A conceptual message coming from the body of algorithmic work on robust high-dimensional estimation is that robustness does not pose computational impediments to estimation. While this was shown to be true in a host of settings, it turns out that there exist natural settings where robustness creates computational-statistical gaps. In particular, we now know of settings where achieving the information-theoretically optimal error in robust estimation is computationally intractable. The first progress in this direction was made in a 2017 paper by Diakonikolas, Kane, and Stewart. The authors used the framework of statistical query algorithms to establish computational-statistical trade-offs for a range of robust estimation tasks. In particular, they showed that even for the most basic problem of robust mean estimation of a high-dimensional Gaussian, achieving the optimal error requires superpolynomial time. They also established computational-statistical trade-offs for the problem of robust sparse mean estimation, showing that efficient algorithms require quadratically more samples than the information-theoretic minimum. Interestingly, both these lower bounds are matched by the performance of recently developed robust learning algorithms.

Motivated by this progress, Hopkins and Li (as presented at COLT 2019) made a first step toward proving computational lower bounds for robust mean estimation based on worst-case complexity assumptions.
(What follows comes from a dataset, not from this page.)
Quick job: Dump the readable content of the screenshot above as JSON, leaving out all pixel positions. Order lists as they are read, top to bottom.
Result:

In particular, they established that current algorithmic techniques may not be improvable in terms of their error guarantees, in the sense that they stumble upon a well-known computational barrier — the so-called small set expansion hypothesis (SSE), closely related to the unique games conjecture (UGC).

Despite this fast progress, the results obtained so far merely scratch the surface of the possibilities ahead. A major goal going forward is to develop a general algorithmic theory of robust estimation. This involves developing novel algorithmic techniques that lead to efficient robust estimators for more general problems and models (e.g., exploring applications of robustness in deep learning and exploratory data analysis). A concrete open problem that was highlighted in the corresponding Simons Institute tutorial is the robust estimation of mixtures of arbitrary Gaussians, one of the most commonly used generative models in statistics. The case of mixtures of spherical Gaussians has been recently essentially resolved, but the case of arbitrary Gaussians remains open.
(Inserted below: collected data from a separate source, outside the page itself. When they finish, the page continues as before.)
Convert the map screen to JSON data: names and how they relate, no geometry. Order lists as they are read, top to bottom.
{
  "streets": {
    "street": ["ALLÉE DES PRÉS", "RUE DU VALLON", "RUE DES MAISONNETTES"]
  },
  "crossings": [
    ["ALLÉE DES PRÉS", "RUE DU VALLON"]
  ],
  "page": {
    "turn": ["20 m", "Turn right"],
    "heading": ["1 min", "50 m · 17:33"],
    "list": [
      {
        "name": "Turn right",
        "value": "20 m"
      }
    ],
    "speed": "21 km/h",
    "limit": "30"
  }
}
[1] Ilias Diakonikolas, Gautam Kamath, Daniel M. Kane, Jerry Li, Ankur Moitra, Alistair Stewart, “Robust Estimators in High Dimensions Without the Computational Intractability,” FOCS 2016, 655-664.

[2] Kevin A. Lai, Anup B. Rao, Santosh Vempala, “Agnostic Estimation of Mean and Covariance,” FOCS 2016, 665-674.

[3] Yu Cheng, Ilias Diakonikolas, Rong Ge, “High-Dimensional Robust Mean Estimation in Nearly-Linear Time,” SODA 2019, 2755-2771.